Task – Filter the records down to the lines that hold the word "Hospital", and copy each of those lines.

Records provided –
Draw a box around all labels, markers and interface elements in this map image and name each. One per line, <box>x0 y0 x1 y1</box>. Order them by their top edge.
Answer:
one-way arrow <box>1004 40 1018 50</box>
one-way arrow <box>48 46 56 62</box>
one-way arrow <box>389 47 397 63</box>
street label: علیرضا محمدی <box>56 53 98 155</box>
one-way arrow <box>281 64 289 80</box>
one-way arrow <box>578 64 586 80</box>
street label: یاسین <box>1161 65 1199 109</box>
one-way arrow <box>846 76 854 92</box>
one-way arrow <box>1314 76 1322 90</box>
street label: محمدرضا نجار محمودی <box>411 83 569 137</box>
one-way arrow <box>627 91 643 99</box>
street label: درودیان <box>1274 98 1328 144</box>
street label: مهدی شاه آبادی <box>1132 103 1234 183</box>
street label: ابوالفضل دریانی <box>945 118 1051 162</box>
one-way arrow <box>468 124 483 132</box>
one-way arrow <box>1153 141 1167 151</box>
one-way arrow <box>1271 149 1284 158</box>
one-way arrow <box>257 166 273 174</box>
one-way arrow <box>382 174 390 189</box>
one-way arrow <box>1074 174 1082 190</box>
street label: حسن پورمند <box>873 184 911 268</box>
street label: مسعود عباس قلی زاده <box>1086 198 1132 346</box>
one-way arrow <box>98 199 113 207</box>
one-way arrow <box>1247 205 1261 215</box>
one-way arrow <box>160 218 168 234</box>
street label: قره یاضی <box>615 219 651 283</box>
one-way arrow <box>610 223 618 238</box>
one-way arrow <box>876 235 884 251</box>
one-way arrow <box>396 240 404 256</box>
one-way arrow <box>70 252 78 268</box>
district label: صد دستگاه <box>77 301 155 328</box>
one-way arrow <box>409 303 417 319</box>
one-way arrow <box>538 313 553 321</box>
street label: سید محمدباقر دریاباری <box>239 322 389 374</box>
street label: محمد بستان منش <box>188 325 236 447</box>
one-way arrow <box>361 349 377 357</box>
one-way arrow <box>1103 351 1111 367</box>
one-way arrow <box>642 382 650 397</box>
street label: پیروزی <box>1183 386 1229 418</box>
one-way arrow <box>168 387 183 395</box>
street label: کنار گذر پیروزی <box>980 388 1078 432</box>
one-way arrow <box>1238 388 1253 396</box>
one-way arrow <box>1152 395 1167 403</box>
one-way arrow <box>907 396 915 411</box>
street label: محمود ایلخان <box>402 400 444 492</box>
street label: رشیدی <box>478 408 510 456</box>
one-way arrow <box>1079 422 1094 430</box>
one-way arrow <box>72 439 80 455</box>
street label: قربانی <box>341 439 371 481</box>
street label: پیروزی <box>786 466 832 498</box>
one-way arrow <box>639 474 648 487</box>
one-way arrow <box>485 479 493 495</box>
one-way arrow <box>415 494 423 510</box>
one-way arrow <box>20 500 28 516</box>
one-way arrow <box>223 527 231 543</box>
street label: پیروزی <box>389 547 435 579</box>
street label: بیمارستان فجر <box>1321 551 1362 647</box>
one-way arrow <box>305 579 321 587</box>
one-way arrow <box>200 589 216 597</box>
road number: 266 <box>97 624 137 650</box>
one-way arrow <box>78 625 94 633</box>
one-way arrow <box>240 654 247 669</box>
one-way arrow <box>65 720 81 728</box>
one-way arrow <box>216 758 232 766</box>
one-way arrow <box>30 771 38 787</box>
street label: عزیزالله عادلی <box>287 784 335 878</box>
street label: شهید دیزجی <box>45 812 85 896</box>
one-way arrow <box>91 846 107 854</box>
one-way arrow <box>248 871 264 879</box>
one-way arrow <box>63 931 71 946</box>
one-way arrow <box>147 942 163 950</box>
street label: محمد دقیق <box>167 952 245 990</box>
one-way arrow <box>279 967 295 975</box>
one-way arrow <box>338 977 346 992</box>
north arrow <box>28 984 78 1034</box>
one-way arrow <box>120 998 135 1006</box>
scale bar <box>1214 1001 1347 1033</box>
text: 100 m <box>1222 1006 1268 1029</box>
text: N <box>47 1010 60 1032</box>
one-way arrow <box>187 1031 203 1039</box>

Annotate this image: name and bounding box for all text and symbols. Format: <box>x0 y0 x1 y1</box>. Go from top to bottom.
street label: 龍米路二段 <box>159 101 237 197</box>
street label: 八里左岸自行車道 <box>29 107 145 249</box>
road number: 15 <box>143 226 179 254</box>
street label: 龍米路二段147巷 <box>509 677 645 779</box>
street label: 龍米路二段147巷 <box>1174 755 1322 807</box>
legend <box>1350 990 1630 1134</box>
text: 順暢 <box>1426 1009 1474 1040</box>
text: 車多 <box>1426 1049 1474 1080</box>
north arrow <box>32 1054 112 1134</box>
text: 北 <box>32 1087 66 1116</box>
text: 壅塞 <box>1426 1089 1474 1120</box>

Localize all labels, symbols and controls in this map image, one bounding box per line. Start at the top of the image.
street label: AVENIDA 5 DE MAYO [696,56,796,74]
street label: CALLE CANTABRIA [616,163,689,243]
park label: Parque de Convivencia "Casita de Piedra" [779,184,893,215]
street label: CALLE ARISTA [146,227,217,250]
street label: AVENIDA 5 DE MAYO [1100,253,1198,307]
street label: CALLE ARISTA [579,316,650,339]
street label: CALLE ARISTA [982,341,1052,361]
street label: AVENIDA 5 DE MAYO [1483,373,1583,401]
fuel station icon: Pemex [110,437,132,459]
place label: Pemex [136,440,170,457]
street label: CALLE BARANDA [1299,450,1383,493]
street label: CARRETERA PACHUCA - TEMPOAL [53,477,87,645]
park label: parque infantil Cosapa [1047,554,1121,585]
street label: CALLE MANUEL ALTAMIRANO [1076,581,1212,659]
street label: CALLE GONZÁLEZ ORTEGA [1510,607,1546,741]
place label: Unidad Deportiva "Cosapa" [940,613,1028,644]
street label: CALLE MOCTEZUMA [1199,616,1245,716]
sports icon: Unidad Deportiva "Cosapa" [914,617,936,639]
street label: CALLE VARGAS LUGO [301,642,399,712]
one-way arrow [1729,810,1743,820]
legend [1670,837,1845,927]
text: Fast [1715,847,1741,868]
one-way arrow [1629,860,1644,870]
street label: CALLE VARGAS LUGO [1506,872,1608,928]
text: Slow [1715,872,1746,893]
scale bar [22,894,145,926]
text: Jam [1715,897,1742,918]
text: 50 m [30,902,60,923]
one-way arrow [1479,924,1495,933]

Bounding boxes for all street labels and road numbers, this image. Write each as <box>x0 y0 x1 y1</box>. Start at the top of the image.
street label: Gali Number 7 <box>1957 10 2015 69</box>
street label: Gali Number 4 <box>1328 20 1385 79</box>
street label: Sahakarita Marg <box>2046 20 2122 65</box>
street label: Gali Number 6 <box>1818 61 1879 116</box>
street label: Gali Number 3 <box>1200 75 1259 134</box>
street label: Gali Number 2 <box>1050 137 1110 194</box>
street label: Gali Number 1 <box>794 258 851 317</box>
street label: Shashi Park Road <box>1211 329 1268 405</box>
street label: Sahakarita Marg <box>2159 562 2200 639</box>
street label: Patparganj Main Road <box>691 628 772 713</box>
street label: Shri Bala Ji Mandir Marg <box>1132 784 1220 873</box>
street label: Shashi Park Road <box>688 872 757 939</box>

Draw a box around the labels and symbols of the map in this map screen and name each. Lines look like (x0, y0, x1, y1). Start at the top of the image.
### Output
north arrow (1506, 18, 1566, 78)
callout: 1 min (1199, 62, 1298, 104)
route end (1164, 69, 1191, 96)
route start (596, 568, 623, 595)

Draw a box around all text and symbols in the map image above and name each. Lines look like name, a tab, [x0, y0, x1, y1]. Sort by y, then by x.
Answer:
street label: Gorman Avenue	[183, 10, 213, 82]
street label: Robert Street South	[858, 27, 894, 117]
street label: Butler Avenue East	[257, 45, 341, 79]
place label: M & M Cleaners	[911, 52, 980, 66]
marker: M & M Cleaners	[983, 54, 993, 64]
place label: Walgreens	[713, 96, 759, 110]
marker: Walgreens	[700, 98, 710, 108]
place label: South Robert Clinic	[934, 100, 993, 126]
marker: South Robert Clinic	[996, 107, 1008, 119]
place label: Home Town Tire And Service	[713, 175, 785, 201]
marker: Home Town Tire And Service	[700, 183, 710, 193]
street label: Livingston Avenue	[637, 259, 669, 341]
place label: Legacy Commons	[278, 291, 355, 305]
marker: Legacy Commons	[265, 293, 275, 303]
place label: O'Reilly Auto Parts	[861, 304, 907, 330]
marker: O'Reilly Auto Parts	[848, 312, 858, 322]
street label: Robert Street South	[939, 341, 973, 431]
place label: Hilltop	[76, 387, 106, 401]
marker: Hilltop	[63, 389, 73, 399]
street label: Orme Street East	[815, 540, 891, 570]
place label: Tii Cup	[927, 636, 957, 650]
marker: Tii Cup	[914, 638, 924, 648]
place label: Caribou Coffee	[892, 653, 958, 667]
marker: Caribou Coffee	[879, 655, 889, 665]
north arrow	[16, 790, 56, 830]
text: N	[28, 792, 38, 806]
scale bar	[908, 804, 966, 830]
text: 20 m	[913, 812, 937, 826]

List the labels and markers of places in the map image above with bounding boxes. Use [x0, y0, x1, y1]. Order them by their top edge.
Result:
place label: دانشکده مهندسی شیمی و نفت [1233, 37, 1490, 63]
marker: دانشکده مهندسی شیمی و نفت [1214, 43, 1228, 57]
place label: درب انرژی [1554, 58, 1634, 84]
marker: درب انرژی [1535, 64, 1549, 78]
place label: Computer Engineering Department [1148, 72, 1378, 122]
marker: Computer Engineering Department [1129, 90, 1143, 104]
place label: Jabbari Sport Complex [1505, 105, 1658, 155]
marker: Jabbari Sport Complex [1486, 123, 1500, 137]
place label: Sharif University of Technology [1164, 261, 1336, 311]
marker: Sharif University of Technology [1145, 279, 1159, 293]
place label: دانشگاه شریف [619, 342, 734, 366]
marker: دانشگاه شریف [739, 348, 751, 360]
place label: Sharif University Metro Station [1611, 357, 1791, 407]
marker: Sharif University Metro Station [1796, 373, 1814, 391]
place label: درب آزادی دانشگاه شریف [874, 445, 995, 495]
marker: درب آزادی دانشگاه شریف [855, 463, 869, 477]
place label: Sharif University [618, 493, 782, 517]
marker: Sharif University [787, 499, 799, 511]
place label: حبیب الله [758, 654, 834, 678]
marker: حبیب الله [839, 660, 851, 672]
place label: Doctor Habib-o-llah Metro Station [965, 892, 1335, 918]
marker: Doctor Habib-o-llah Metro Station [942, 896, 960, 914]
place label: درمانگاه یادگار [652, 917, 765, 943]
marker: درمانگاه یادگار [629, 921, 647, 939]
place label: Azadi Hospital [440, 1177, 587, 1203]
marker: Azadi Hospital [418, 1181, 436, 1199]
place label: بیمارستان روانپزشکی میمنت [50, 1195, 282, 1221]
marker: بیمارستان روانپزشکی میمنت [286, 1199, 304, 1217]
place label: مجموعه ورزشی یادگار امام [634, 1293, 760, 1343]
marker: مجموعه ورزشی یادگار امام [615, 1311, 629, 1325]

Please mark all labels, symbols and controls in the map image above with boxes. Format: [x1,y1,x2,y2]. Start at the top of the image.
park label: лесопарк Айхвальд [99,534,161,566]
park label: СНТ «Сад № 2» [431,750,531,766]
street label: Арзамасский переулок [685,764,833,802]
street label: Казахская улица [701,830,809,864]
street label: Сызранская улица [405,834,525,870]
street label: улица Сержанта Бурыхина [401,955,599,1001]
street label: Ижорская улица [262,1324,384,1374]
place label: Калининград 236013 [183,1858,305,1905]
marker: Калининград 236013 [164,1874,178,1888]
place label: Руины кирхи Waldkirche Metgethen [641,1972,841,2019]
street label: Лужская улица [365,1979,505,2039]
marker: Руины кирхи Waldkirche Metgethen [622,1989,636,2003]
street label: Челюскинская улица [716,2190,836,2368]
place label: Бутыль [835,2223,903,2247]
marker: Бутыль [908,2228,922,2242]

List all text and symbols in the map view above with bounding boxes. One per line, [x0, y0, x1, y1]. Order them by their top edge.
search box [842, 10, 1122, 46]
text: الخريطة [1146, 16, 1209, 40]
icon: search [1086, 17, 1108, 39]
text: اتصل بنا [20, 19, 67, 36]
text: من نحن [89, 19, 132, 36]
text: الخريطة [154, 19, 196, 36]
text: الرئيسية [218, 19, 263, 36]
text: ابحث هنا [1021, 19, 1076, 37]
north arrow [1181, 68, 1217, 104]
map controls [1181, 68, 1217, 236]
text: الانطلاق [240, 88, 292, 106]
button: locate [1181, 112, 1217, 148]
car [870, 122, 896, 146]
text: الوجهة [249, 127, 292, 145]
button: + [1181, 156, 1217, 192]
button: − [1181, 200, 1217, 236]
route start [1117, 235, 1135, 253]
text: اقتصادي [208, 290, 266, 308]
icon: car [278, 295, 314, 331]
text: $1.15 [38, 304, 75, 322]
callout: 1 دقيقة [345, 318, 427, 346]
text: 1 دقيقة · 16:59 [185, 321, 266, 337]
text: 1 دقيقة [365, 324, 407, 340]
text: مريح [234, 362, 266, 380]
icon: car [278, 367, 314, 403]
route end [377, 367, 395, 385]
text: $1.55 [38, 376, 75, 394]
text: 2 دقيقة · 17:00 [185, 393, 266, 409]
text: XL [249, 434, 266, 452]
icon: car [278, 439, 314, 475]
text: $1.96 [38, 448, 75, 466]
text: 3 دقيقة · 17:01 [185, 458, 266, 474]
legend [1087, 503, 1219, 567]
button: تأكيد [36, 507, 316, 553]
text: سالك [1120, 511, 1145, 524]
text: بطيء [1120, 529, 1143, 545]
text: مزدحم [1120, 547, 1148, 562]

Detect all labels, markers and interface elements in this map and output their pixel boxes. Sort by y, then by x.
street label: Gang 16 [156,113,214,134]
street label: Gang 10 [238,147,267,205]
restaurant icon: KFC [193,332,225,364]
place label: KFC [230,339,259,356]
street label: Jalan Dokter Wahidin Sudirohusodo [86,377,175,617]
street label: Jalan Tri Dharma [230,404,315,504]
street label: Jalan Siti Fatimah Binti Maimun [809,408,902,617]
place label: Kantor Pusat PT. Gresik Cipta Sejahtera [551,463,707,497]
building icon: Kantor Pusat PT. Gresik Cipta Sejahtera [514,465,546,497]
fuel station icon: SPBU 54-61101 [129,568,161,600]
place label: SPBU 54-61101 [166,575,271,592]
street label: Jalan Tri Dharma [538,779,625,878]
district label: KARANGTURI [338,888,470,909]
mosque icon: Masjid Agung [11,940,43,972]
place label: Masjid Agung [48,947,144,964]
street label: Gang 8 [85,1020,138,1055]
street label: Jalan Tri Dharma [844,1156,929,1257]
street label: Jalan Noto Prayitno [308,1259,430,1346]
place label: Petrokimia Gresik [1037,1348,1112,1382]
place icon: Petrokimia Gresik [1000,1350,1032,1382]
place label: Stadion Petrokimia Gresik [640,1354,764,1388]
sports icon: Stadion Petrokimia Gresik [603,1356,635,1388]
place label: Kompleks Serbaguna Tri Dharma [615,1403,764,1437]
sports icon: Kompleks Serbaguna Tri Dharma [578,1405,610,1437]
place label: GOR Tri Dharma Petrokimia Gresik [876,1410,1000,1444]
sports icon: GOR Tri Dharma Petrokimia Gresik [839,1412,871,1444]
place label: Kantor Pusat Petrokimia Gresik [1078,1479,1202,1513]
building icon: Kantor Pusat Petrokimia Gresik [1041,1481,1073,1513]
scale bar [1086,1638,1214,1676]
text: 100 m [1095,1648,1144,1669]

Answer to this exercise –
place label: Azadi Hospital [440, 1177, 587, 1203]
marker: Azadi Hospital [418, 1181, 436, 1199]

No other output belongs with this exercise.